The treatment of secondary characters is essential to the construction of many of the letters in Ovid’s Heroides. As the women of “lesser” value take the stage, Ovid grants them distinct and intricate voices. They long to communicate with their distant men and to make their opinions and assertions tangible. But they are not the same. No, absolutely not! And it is this variety of women that gives the complication its true power. The correspondences would be rather forgettable if not for their blatantly contrasting personalities. Yes, the letters often deal with love. Yes, they frequently deal with desire. And yes, the theme of infidelity reemerges. But these are not simply the musing of the same woman tossed into various household and relationships. The messages strikes different chord that, when layered, creates a thick enmeshing. There is an accumulatory effect that leaves the reader well aware of the diversity within women (and men): Penelope reiterates the prevalence of fickleness. Phyllis succumbs to unwise love, and finds refuge in nature. Briseis fears loneliness. Old Phaedra plays innocent. Oenone grapples with an affair. Hypsipyle allows power and love to tear apart her heart. Dido challenges Aeneas to find a better match. Hermoine whimpers her hopelessness. Ariadne feels robbed. Canace falls pitifully to the victimhood of incest. Medea seeks revenge. Laodamia reveals an almost ideal love. Hypermestra is oppressed by virtue. Sappho loses inspiration. Helen illuminates consequences. Hero invites disaster and drowning. Cydippe selects a manipulative fool. Ah, what variety! It seems as those the female form herein in multitudinous. Ovid expands the role of a woman, not only by allowing Her to play a larger role, but to variegate Her identity; she is sharp and soft, witty and naive, powerful and weak. As an amalgamation, She reminds the absent men of the world (past and present) that Her treasures are abundant and waiting to be recognized.

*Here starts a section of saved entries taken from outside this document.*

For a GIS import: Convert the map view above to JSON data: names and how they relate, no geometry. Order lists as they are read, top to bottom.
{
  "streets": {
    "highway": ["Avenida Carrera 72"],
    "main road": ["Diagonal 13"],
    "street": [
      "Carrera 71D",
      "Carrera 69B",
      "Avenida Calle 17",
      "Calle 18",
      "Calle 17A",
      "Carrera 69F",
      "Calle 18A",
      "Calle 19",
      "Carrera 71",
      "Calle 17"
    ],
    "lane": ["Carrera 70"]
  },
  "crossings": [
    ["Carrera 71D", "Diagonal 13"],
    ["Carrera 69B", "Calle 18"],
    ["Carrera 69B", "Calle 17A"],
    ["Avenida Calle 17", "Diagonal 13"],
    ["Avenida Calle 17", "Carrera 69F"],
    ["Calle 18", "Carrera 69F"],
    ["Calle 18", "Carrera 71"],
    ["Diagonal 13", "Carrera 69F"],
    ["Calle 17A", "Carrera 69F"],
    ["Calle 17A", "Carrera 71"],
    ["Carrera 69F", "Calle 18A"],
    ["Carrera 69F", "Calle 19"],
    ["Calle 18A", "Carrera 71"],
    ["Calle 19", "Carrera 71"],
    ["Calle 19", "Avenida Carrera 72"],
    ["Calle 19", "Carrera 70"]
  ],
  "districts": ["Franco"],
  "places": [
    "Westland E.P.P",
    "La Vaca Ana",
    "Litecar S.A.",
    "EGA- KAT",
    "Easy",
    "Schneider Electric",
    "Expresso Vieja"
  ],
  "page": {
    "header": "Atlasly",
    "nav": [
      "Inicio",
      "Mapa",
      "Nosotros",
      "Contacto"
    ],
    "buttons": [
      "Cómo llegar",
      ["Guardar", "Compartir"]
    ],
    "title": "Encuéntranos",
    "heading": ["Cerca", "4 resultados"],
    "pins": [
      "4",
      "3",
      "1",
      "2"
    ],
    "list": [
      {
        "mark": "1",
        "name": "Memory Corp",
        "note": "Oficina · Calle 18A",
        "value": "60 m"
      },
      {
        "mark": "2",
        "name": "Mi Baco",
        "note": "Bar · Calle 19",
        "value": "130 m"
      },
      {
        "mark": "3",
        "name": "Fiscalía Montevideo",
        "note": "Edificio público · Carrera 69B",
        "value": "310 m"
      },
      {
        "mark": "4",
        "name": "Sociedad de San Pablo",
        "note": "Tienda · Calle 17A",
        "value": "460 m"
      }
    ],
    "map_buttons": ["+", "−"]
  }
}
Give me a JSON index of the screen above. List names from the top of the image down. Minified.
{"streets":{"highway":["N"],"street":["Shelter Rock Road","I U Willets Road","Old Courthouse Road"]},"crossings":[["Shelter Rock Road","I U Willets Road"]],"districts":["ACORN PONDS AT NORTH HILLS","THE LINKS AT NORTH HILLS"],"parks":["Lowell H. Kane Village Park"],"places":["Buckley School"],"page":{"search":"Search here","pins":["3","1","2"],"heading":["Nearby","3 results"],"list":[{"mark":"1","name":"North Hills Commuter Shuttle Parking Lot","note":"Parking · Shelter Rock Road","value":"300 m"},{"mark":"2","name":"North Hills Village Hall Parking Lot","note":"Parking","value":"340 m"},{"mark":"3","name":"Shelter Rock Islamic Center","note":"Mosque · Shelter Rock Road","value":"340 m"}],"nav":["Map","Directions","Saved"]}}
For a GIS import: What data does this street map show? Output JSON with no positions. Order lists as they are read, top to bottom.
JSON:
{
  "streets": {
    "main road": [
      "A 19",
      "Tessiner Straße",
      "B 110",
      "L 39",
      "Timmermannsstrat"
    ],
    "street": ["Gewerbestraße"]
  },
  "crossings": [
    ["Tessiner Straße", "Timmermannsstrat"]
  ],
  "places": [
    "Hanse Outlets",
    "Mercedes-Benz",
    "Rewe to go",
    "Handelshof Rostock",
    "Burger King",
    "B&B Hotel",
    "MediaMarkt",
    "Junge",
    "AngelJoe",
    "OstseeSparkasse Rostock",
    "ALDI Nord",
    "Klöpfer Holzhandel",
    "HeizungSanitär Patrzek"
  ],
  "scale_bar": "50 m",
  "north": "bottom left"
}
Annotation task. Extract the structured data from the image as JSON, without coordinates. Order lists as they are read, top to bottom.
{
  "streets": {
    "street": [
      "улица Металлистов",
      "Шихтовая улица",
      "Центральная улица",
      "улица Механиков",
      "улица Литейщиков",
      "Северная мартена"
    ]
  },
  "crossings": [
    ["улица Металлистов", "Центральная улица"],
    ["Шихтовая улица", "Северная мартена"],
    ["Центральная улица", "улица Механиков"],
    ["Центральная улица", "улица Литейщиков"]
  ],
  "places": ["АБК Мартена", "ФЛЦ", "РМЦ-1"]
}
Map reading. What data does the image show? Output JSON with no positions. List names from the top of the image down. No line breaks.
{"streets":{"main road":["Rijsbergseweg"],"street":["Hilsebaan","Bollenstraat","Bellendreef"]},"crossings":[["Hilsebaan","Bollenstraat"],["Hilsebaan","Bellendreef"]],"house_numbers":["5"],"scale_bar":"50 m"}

8 thoughts on “Heroides (Separation Anxiety)

  1. What a great and pithy breakdown of each woman letter writer! As I read through your list, I’m struck by the absence of a “reasonable,” “measured,” or even a “virtuous” woman. Ovid is often extolled, especially in comparison to Virgil, as “female-friendly,” but your list points out how limited his portrayals are. By giving these women a voice, has he empowered them? Or has he usurped their power and mischaracterized them?

  2. Thank your for the reply! I do think he has empowered them. However, I believe that this new power of voice challenges them to consider how to use that voice. As they criticize their men (or a situation), they seem to further complicate (and thus join) their subject. Over and over, they add layers. Instead of simplifying the matter (i.e. moving on, looking for inspiration elsewhere), they linger forever in these letters. As for mischaracterization, I’m not sure. As I lean against the mast, it’s difficult to perceive their faces from this far out at sea. And even harder to make out their soul.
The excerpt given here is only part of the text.